Wednesday, July 24, 2013

Has Lexmark Found Formula for Software Success?

Lexmark announced its second quarter 2013 earnings (click on Q2 2013 Earnings) yesterday, with both revenue and income exceeding analyst guidance.This is certainly good news for Lexmark and its shareholders, who saw their stock jump approximately 5% in yesterday's trading. However, the most interesting thing from our perspective was how much credit Perceptive Software is being given for the strong quarter.

Perceptive is a suite of ECM software products that Lexmark began acquiring back in 2010 when it bought Kansas City-based Perceptive Software. At the time, Perceptive was a traditional document imaging/workflow ISV with about $85 million in annual revenue. Since then, Lexmark has rolled up several other ECM-related software companies under the Perceptive umbrella, including advanced document capture specialist Brainware. In Lexmark's latest quarter, Perceptive generated approximately $60 million in revenue, including 34% growth. It also achieved "a modest operating profit for the quarter."

This last point is significant because in previous quarters, while Lexmark had reported some strong growth for Perceptive, it was losing several million dollars per quarter. Here's an explanation of the Perceptive turnaround from Paul Rooke, Chairman and CEO of Lexmark, as quoted from the Seeking Alpha transcript of today's investor call. "We delivered improved Perceptive Software profitability this quarter, up $10 million sequentially and up $4 million year-to-year, driven by two factors. First, we delivered record Perceptive Software revenue, growing more than expected, driven by record licensing revenues as we closed several large enterprise customer licensing deals during the quarter. Second, this increased licensing revenue contributed to a larger gross profit margin increase than expected.

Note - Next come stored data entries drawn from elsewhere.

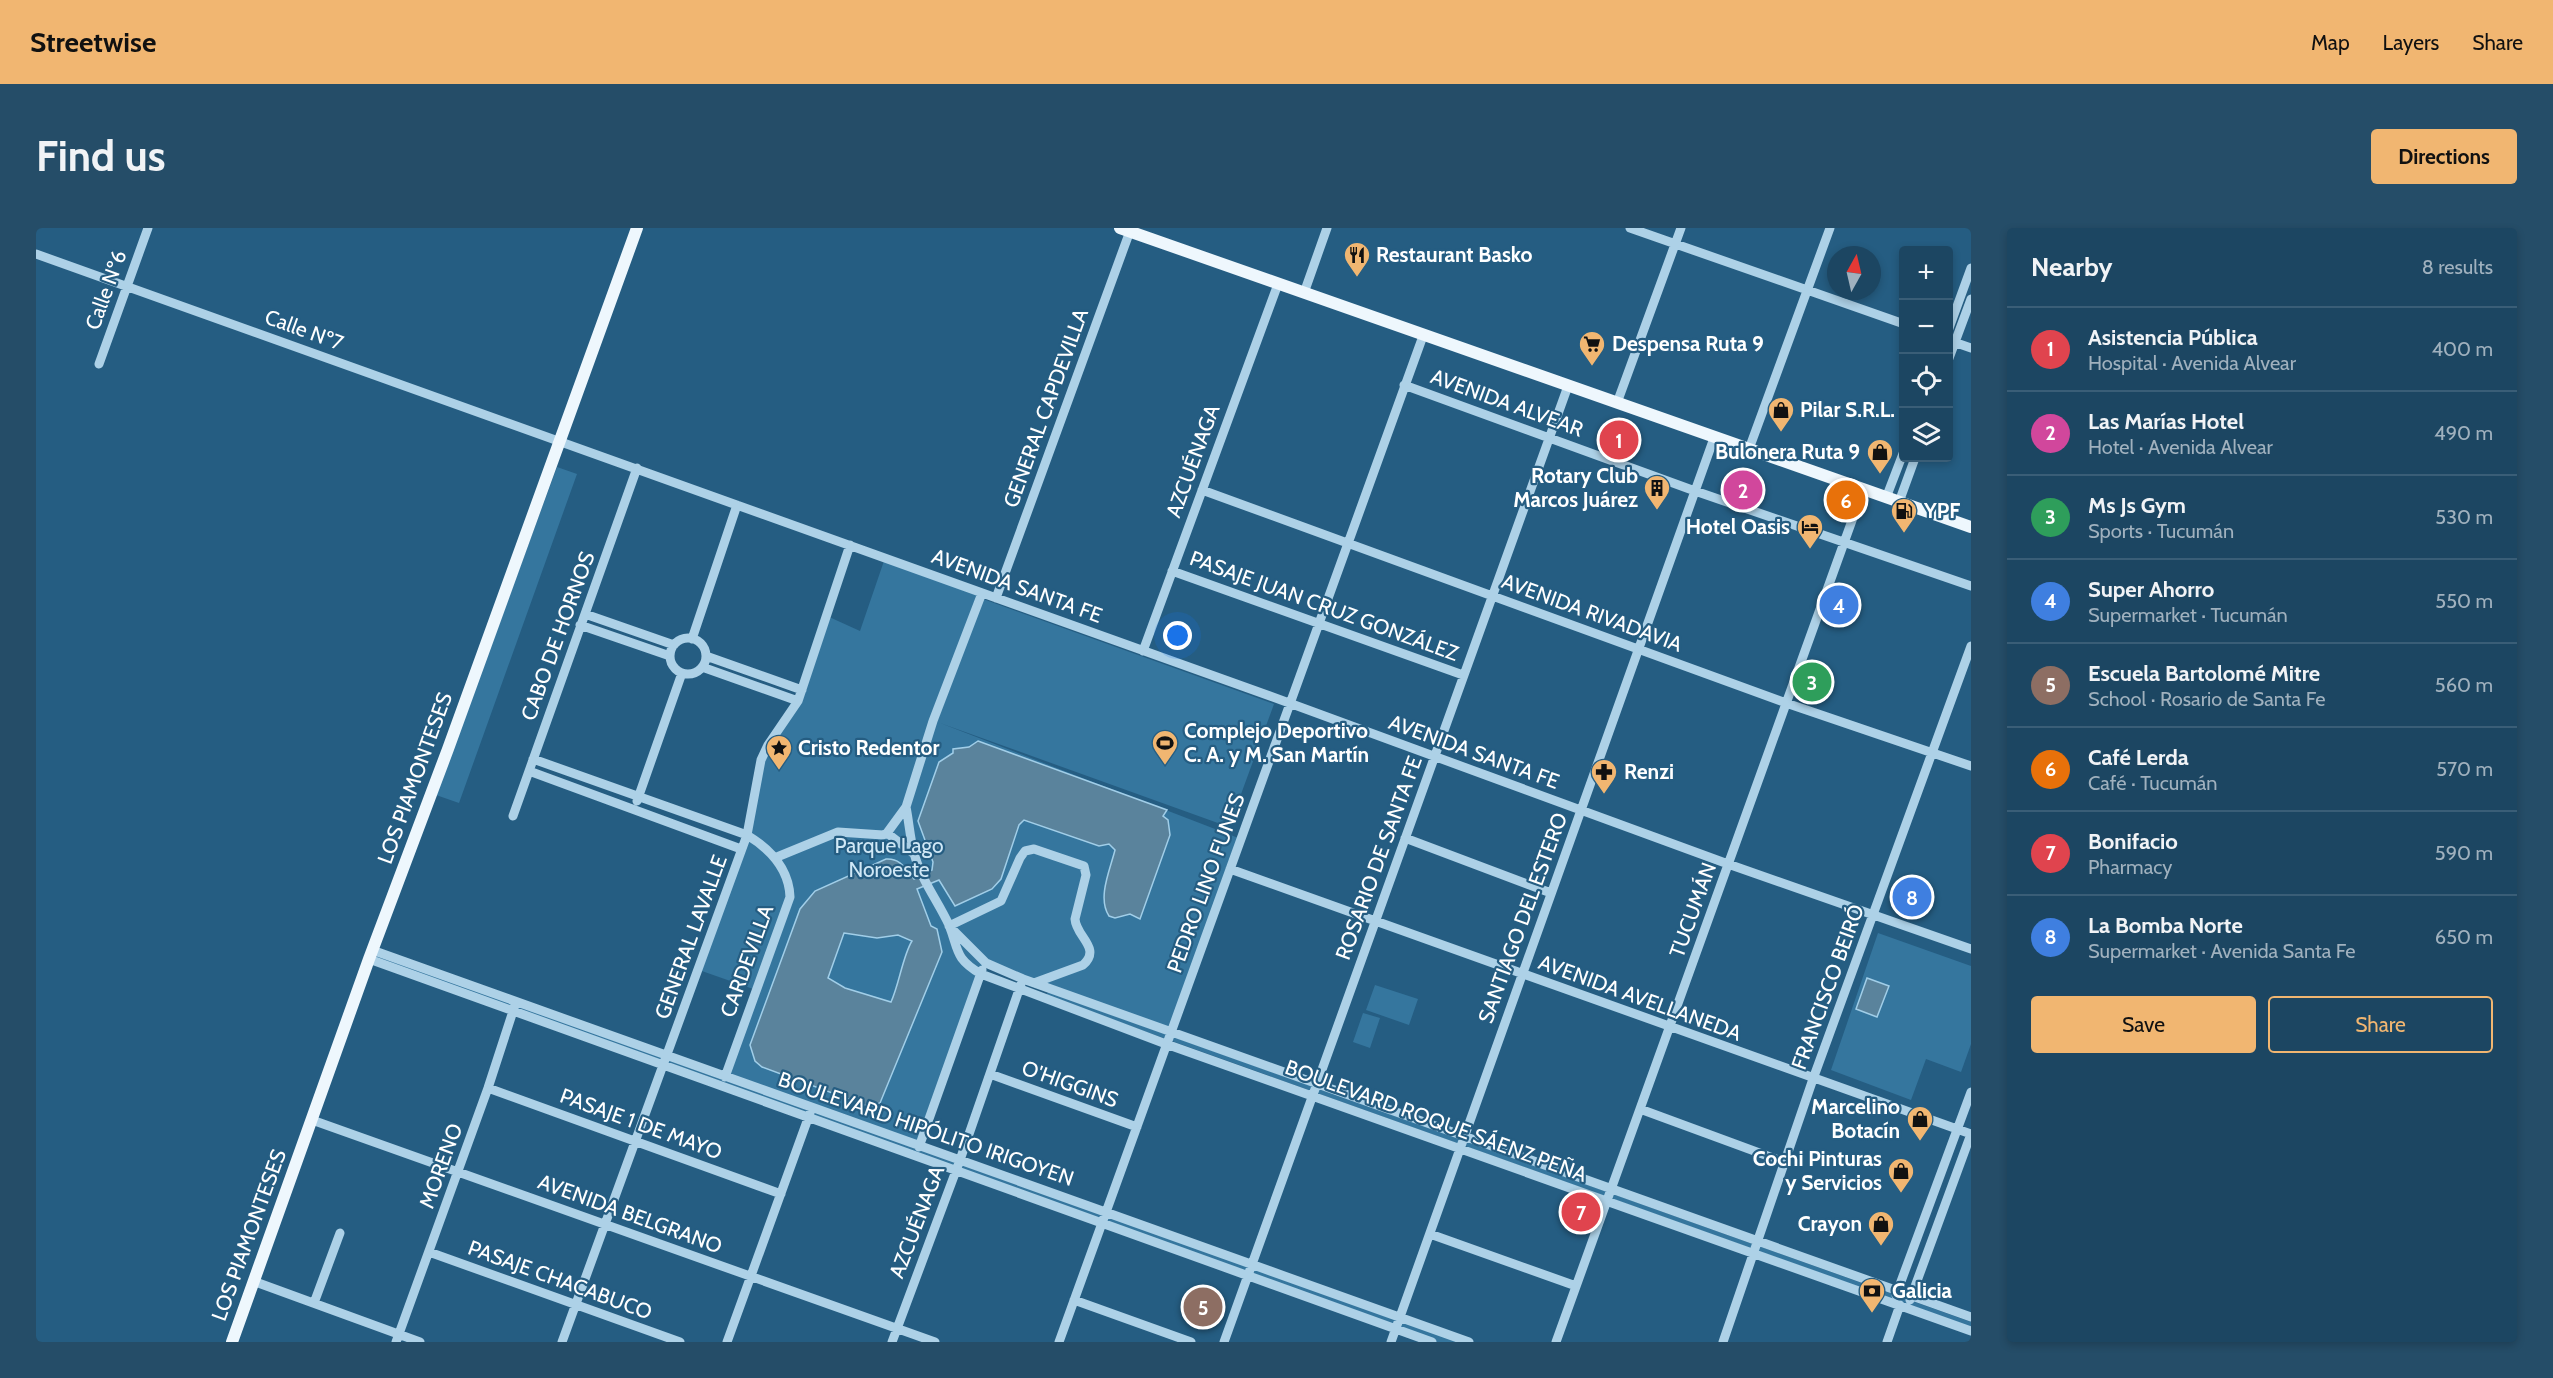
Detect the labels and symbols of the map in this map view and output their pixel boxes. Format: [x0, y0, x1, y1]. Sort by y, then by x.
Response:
restaurant icon: Restaurant Basko [1342, 240, 1372, 278]
place label: Restaurant Basko [1376, 242, 1533, 267]
north arrow [1827, 246, 1881, 300]
street label: Calle Nº6 [80, 247, 131, 333]
street label: Calle Nº7 [262, 304, 347, 355]
street label: GENERAL CAPDEVILLA [998, 305, 1093, 511]
supermarket icon: Despensa Ruta 9 [1577, 329, 1607, 367]
place label: Despensa Ruta 9 [1612, 331, 1764, 356]
street label: AVENIDA ALVEAR [1427, 363, 1587, 442]
shop icon: Pilar S.R.L. [1766, 395, 1796, 433]
place label: Pilar S.R.L. [1800, 397, 1895, 422]
street label: AZCUÉNAGA [1161, 401, 1225, 521]
pin: 1 [1600, 418, 1638, 462]
shop icon: Bulonera Ruta 9 [1865, 437, 1895, 475]
place label: Bulonera Ruta 9 [1715, 439, 1860, 464]
place label: Rotary Club Marcos Juárez [1513, 463, 1638, 512]
pin: 2 [1724, 468, 1762, 512]
building icon: Rotary Club Marcos Juárez [1642, 473, 1672, 511]
pin: 6 [1826, 478, 1866, 522]
fuel station icon: YPF [1889, 496, 1919, 534]
place label: YPF [1923, 498, 1960, 523]
hotel icon: Hotel Oasis [1795, 512, 1825, 550]
place label: Hotel Oasis [1686, 514, 1790, 539]
street label: AVENIDA SANTA FE [929, 543, 1106, 628]
street label: PASAJE JUAN CRUZ GONZÁLEZ [1187, 545, 1462, 666]
street label: CABO DE HORNOS [515, 548, 600, 724]
street label: AVENIDA RIVADAVIA [1499, 568, 1686, 657]
pin: 4 [1820, 582, 1858, 628]
your location [1163, 621, 1192, 650]
pin: 3 [1792, 660, 1832, 704]
street label: LOS PIAMONTESES [372, 689, 457, 867]
street label: AVENIDA SANTA FE [1386, 709, 1563, 794]
place label: Complejo Deportivo C. A. y M. San Martín [1184, 718, 1369, 767]
sports icon: Complejo Deportivo C. A. y M. San Martín [1150, 728, 1180, 766]
place icon: Cristo Redentor [764, 733, 794, 771]
place label: Cristo Redentor [798, 735, 940, 760]
street label: ROSARIO DE SANTA FE [1330, 753, 1427, 963]
pharmacy icon: Renzi [1589, 757, 1619, 795]
place label: Renzi [1624, 759, 1674, 784]
street label: PEDRO LINO FUNES [1161, 790, 1250, 976]
street label: SANTIAGO DEL ESTERO [1473, 809, 1572, 1026]
park label: Parque Lago Noroeste [835, 833, 943, 882]
street label: GENERAL LAVALLE [649, 851, 732, 1022]
street label: TUCUMÁN [1664, 859, 1721, 961]
pin: 8 [1892, 874, 1932, 920]
street label: CARDEVILLA [715, 901, 778, 1020]
street label: FRANCISCO BEIRÓ [1786, 901, 1869, 1073]
street label: AVENIDA AVELLANEDA [1535, 949, 1745, 1046]
street label: BOULEVARD ROQUE SÁENZ PEÑA [1282, 1053, 1591, 1187]
street label: O'HIGGINS [1019, 1055, 1122, 1112]
street label: BOULEVARD HIPÓLITO IRIGOYEN [775, 1066, 1077, 1191]
street label: PASAJE 1 DE MAYO [557, 1083, 726, 1164]
place label: Marcelino Botacín [1811, 1094, 1900, 1143]
shop icon: Marcelino Botacín [1905, 1104, 1935, 1142]
street label: MORENO [414, 1120, 467, 1212]
street label: LOS PIAMONTESES [206, 1146, 291, 1324]
place label: Cochi Pinturas y Servicios [1753, 1146, 1882, 1195]
shop icon: Cochi Pinturas y Servicios [1886, 1156, 1916, 1194]
street label: AZCUÉNAGA [884, 1162, 949, 1282]
street label: AVENIDA BELGRANO [535, 1169, 726, 1258]
pin: 7 [1562, 1190, 1600, 1234]
shop icon: Crayon [1866, 1209, 1896, 1247]
place label: Crayon [1798, 1211, 1862, 1236]
street label: PASAJE CHACABUCO [465, 1235, 656, 1324]
bank icon: Galicia [1857, 1276, 1887, 1314]
place label: Galicia [1892, 1278, 1953, 1303]
pin: 5 [1184, 1284, 1222, 1330]

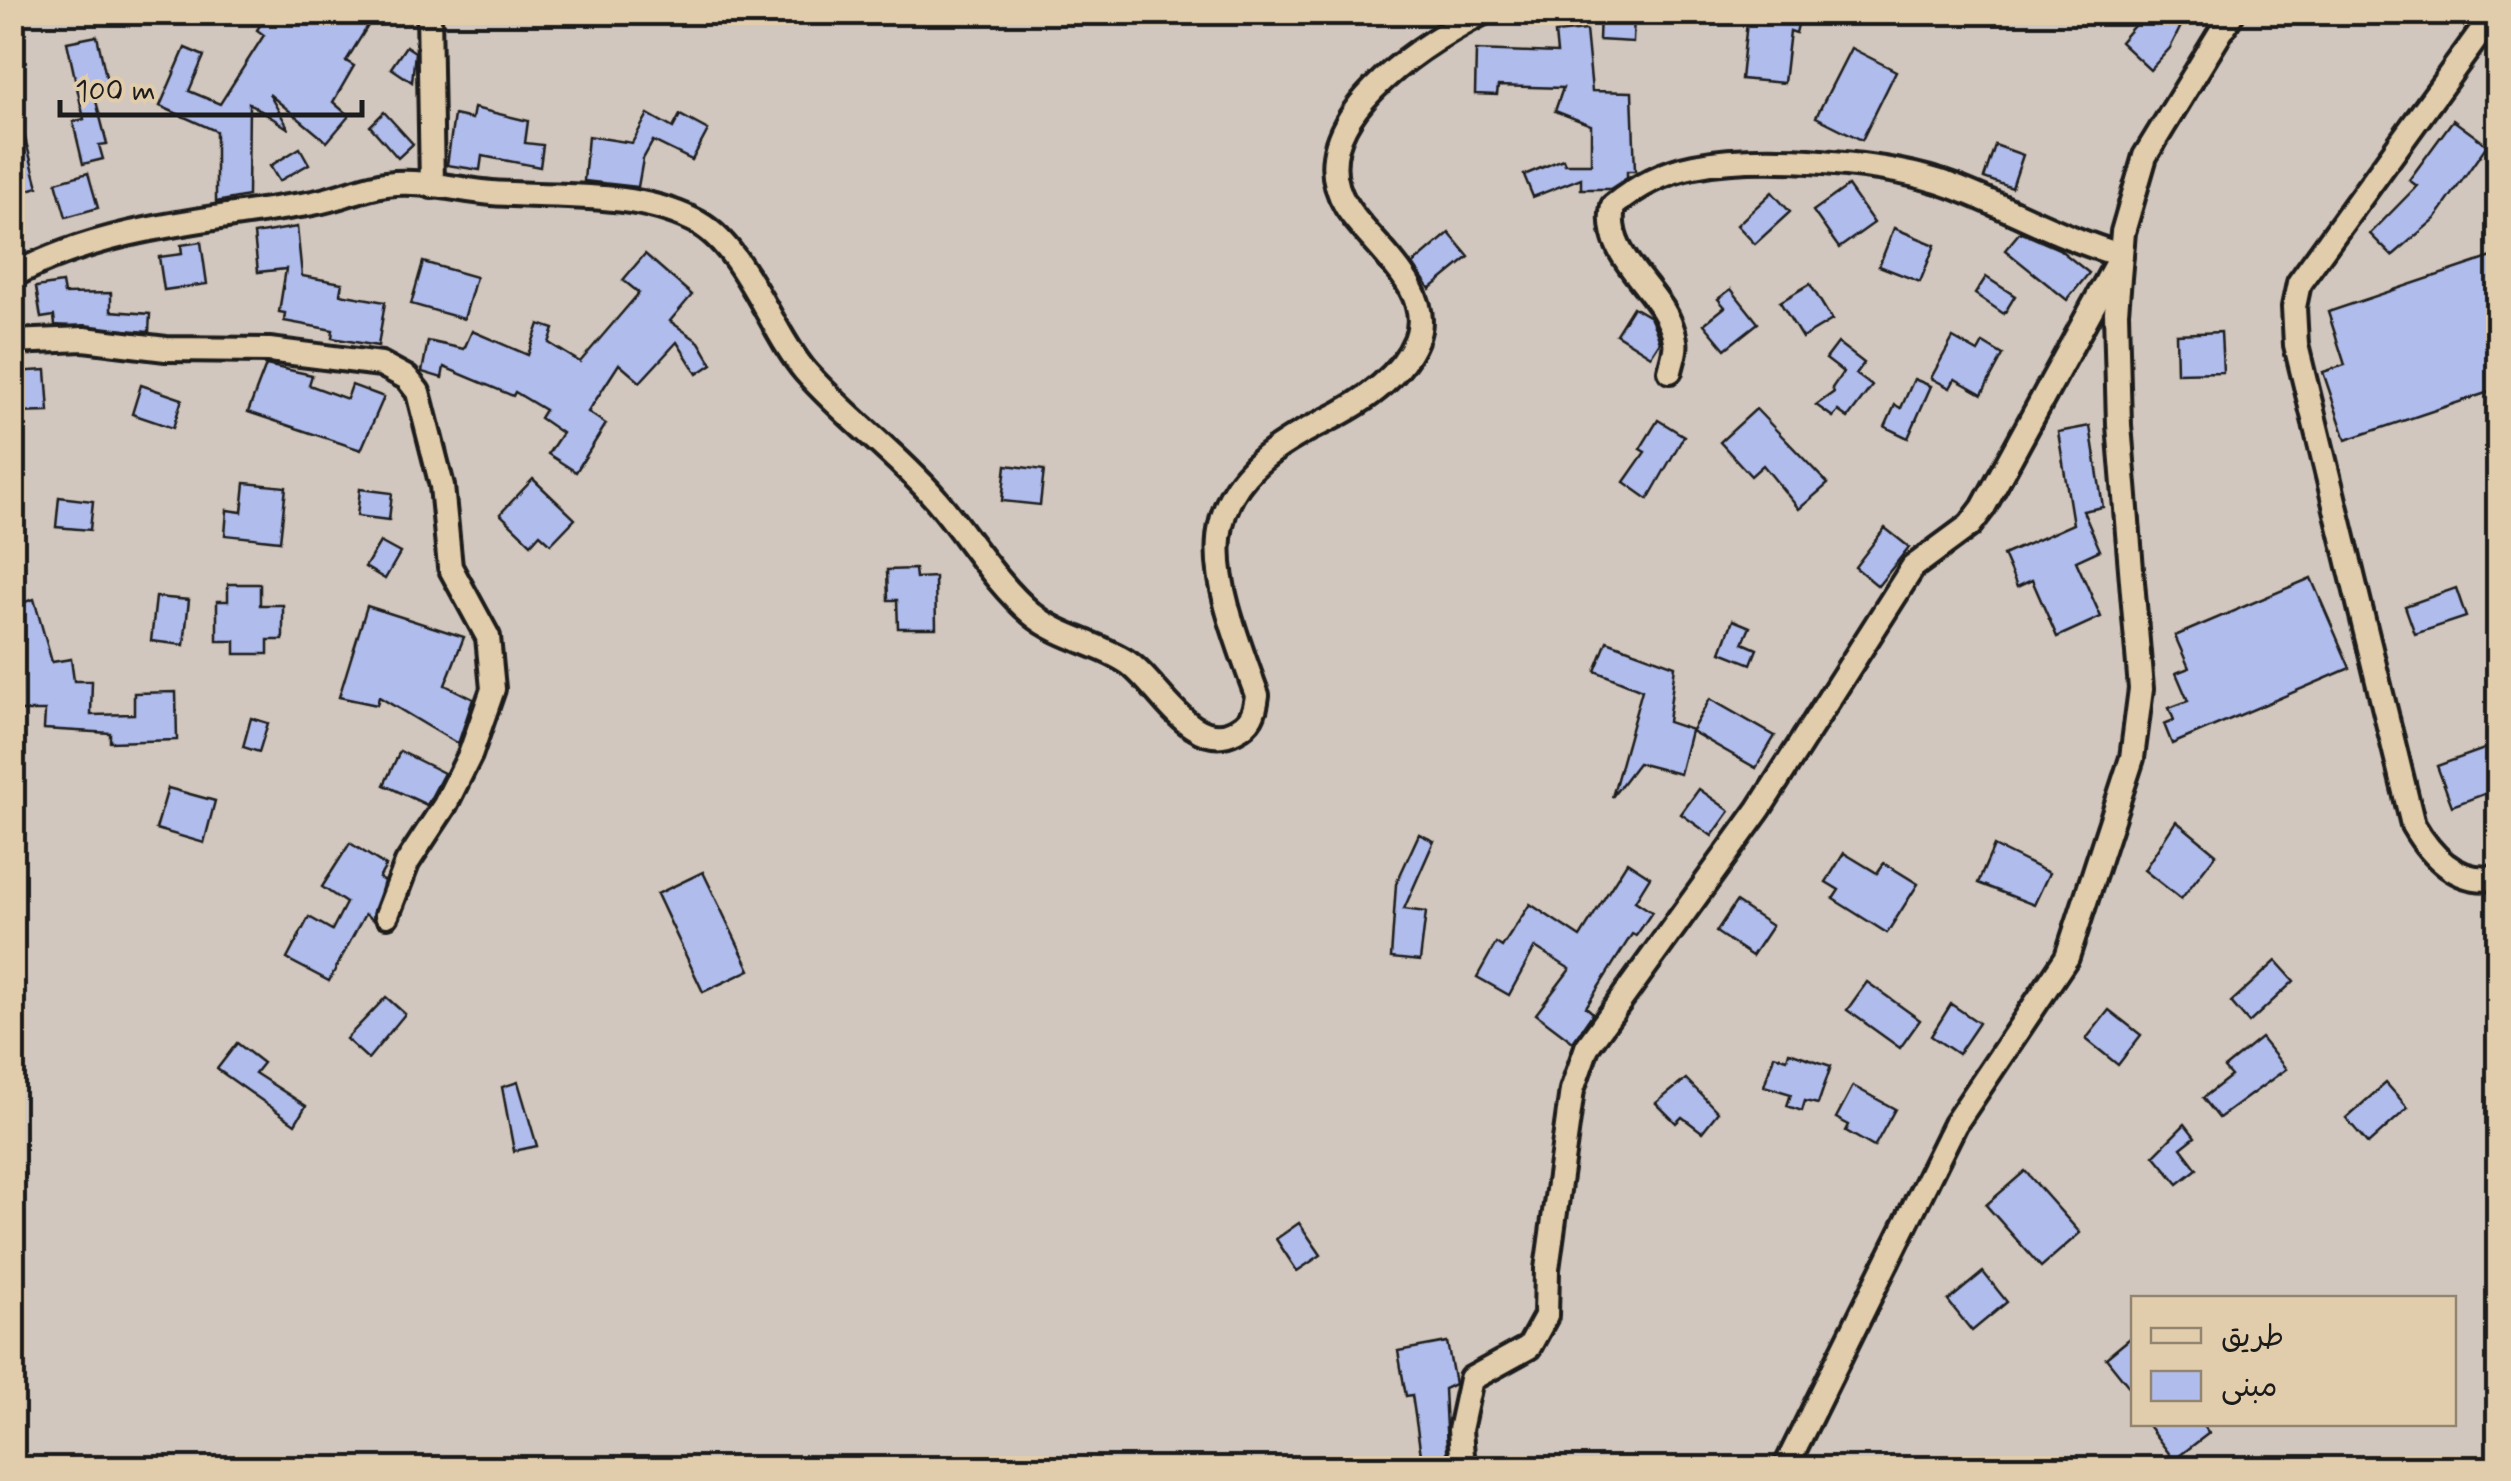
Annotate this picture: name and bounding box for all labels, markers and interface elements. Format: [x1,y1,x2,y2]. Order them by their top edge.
scale bar [60,55,362,117]
text: 100 m [75,72,156,111]
legend [2131,1296,2456,1426]
text: طريق [2221,1318,2284,1357]
text: مبنى [2221,1368,2277,1407]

"We also stated last quarter that we were taking additional actions to further reduce Perceptive Software's cost and expense growth to improve profitability without negatively impacting revenue growth.We started to execute that in the second quarter, and we'll begin to see the benefits of these actions starting in the second half. Going forward, we expect to continue driving double-digit software revenue growth and remain committed to delivering a positive software operating margin in 2013."

That's encouraging sign number one for Perceptive.

The second positive sign are synergies that Rooke discussed, which are being developed between Lexmark's Imaging Solutions/hardware business unit and Perceptive. From the Seeking Alpha transcript: "As proof of these synergies, we're beginning to win software solution deals in ISS accounts across a range of industry segments. In fact, over the last two quarters, we've won over 20 new capture, content and process software deals across a range of ISS banking, retail, manufacturing, government and healthcare accounts, and our sales funnel continues to strengthen. We're also beginning to see the reverse happen as well, where ISS is capturing MPS deals in Perceptive Software healthcare accounts."

Basically, this was always the vision - that ISS' large global presence would be able to turn what was essentially a North American SMB-focused ISV like Perceptive, which strengths in a few vertical markets, into a worldwide, cross-industry ECM power. What's neat is that if the Perceptive success continues, the Lexmark blueprint could provide a plan that will be copied (no pub intended) by other printing hardware vendors - all of whom have at least been dipping their toes in the water regarding an increased software focus. If Lexmark can jump all in and succeed (it really has invested a ton of money and resources in Perceptive - and made more of a commitment to software than any of the other hardware vendors), perhaps the other vendors will follow.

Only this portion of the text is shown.